Data ▸
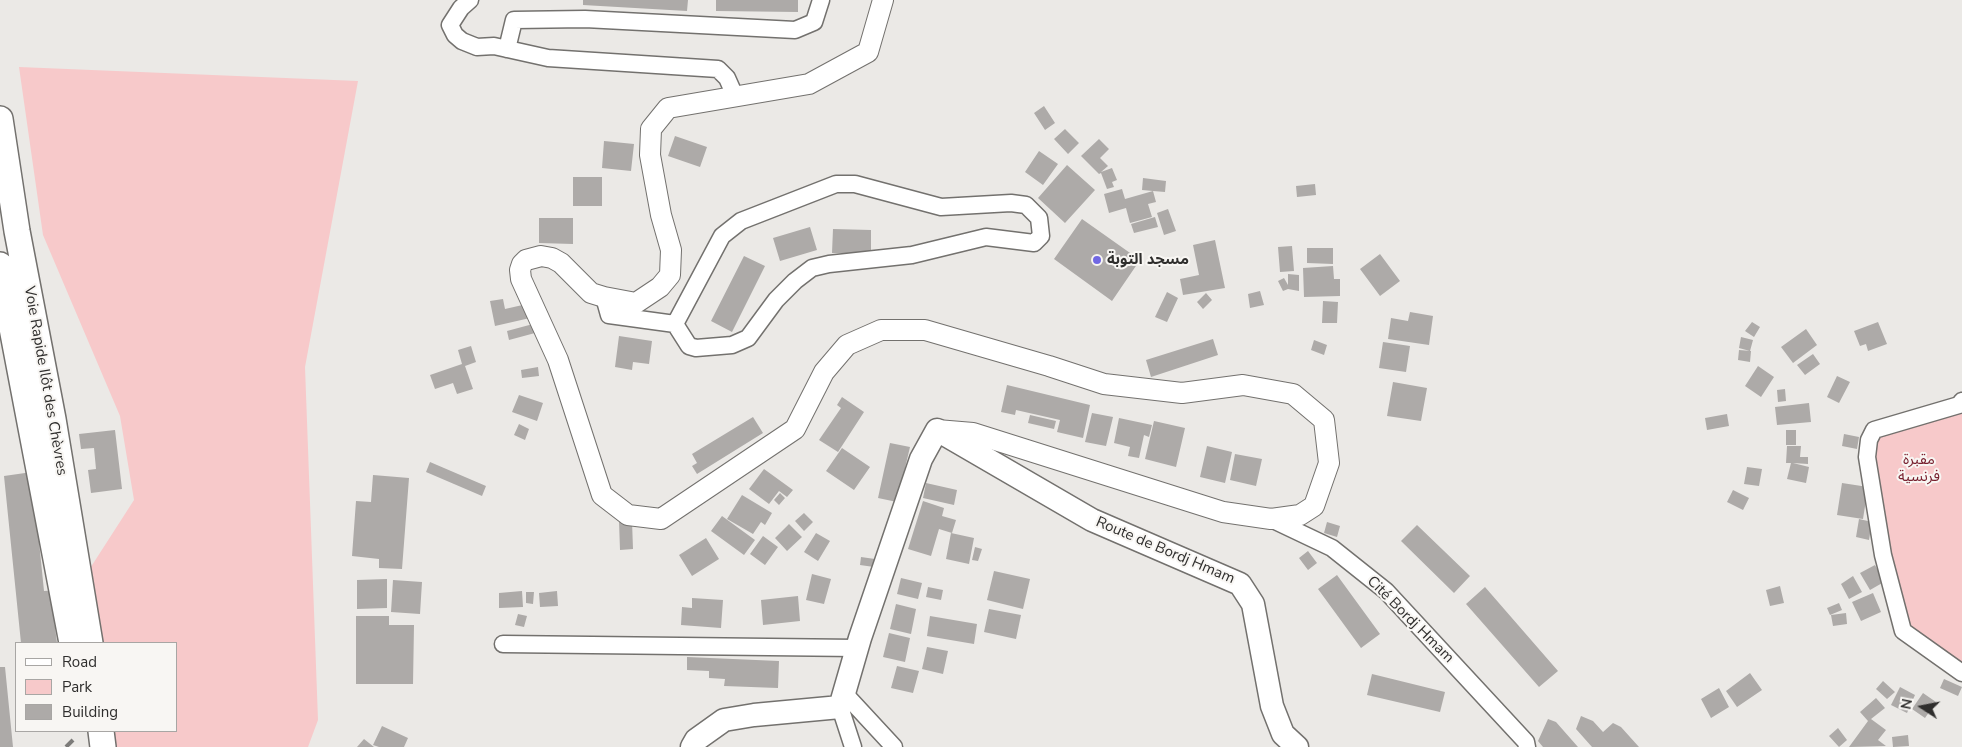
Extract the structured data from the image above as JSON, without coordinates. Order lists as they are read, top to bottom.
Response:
{
  "streets": {
    "main road": ["Voie Rapide Ilôt des Chèvres", "Route de Bordj Hmam"],
    "street": ["Cité Bordj Hmam"]
  },
  "parks": ["مقبرة فرنسية"],
  "places": ["مسجد التوبة"],
  "legend": ["Road", "Park", "Building"],
  "north": "left"
}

What you should do ▸ Give back all the material exactly, with no pictures.

Solved exercise ▸
Extract the structured data from the image above as JSON, without coordinates. Order lists as they are read, top to bottom.
Response:
{
  "streets": {
    "main road": ["Voie Rapide Ilôt des Chèvres", "Route de Bordj Hmam"],
    "street": ["Cité Bordj Hmam"]
  },
  "parks": ["مقبرة فرنسية"],
  "places": ["مسجد التوبة"],
  "legend": ["Road", "Park", "Building"],
  "north": "left"
}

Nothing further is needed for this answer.